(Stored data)
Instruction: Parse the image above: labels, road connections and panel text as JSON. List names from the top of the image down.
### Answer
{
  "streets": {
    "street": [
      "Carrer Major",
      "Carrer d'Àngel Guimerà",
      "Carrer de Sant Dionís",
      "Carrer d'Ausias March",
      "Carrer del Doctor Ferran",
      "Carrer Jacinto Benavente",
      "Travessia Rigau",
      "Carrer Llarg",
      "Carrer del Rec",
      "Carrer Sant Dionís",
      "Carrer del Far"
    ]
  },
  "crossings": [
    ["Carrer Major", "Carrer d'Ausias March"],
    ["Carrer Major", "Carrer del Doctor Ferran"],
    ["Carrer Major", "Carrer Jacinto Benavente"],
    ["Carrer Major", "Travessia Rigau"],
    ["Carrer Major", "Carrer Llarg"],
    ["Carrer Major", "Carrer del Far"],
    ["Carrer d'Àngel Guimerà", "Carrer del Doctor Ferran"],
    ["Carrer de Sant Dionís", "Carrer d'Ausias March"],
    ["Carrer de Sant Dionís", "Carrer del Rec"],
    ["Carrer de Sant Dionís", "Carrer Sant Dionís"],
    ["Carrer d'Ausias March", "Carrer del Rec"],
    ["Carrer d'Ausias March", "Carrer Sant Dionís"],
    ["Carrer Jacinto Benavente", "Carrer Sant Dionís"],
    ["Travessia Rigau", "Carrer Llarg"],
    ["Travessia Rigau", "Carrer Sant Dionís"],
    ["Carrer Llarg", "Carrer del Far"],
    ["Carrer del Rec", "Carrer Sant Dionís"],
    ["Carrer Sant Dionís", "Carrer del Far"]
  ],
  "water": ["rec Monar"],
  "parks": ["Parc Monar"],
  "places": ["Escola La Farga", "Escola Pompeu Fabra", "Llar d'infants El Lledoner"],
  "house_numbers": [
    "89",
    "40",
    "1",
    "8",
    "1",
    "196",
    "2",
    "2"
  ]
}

▶ [Problem statement]:
The answer is the data above, retyped exactly in full.

▶ [Answer to the exercise]:
Instruction: Parse the image above: labels, road connections and panel text as JSON. List names from the top of the image down.
### Answer
{
  "streets": {
    "street": [
      "Carrer Major",
      "Carrer d'Àngel Guimerà",
      "Carrer de Sant Dionís",
      "Carrer d'Ausias March",
      "Carrer del Doctor Ferran",
      "Carrer Jacinto Benavente",
      "Travessia Rigau",
      "Carrer Llarg",
      "Carrer del Rec",
      "Carrer Sant Dionís",
      "Carrer del Far"
    ]
  },
  "crossings": [
    ["Carrer Major", "Carrer d'Ausias March"],
    ["Carrer Major", "Carrer del Doctor Ferran"],
    ["Carrer Major", "Carrer Jacinto Benavente"],
    ["Carrer Major", "Travessia Rigau"],
    ["Carrer Major", "Carrer Llarg"],
    ["Carrer Major", "Carrer del Far"],
    ["Carrer d'Àngel Guimerà", "Carrer del Doctor Ferran"],
    ["Carrer de Sant Dionís", "Carrer d'Ausias March"],
    ["Carrer de Sant Dionís", "Carrer del Rec"],
    ["Carrer de Sant Dionís", "Carrer Sant Dionís"],
    ["Carrer d'Ausias March", "Carrer del Rec"],
    ["Carrer d'Ausias March", "Carrer Sant Dionís"],
    ["Carrer Jacinto Benavente", "Carrer Sant Dionís"],
    ["Travessia Rigau", "Carrer Llarg"],
    ["Travessia Rigau", "Carrer Sant Dionís"],
    ["Carrer Llarg", "Carrer del Far"],
    ["Carrer del Rec", "Carrer Sant Dionís"],
    ["Carrer Sant Dionís", "Carrer del Far"]
  ],
  "water": ["rec Monar"],
  "parks": ["Parc Monar"],
  "places": ["Escola La Farga", "Escola Pompeu Fabra", "Llar d'infants El Lledoner"],
  "house_numbers": [
    "89",
    "40",
    "1",
    "8",
    "1",
    "196",
    "2",
    "2"
  ]
}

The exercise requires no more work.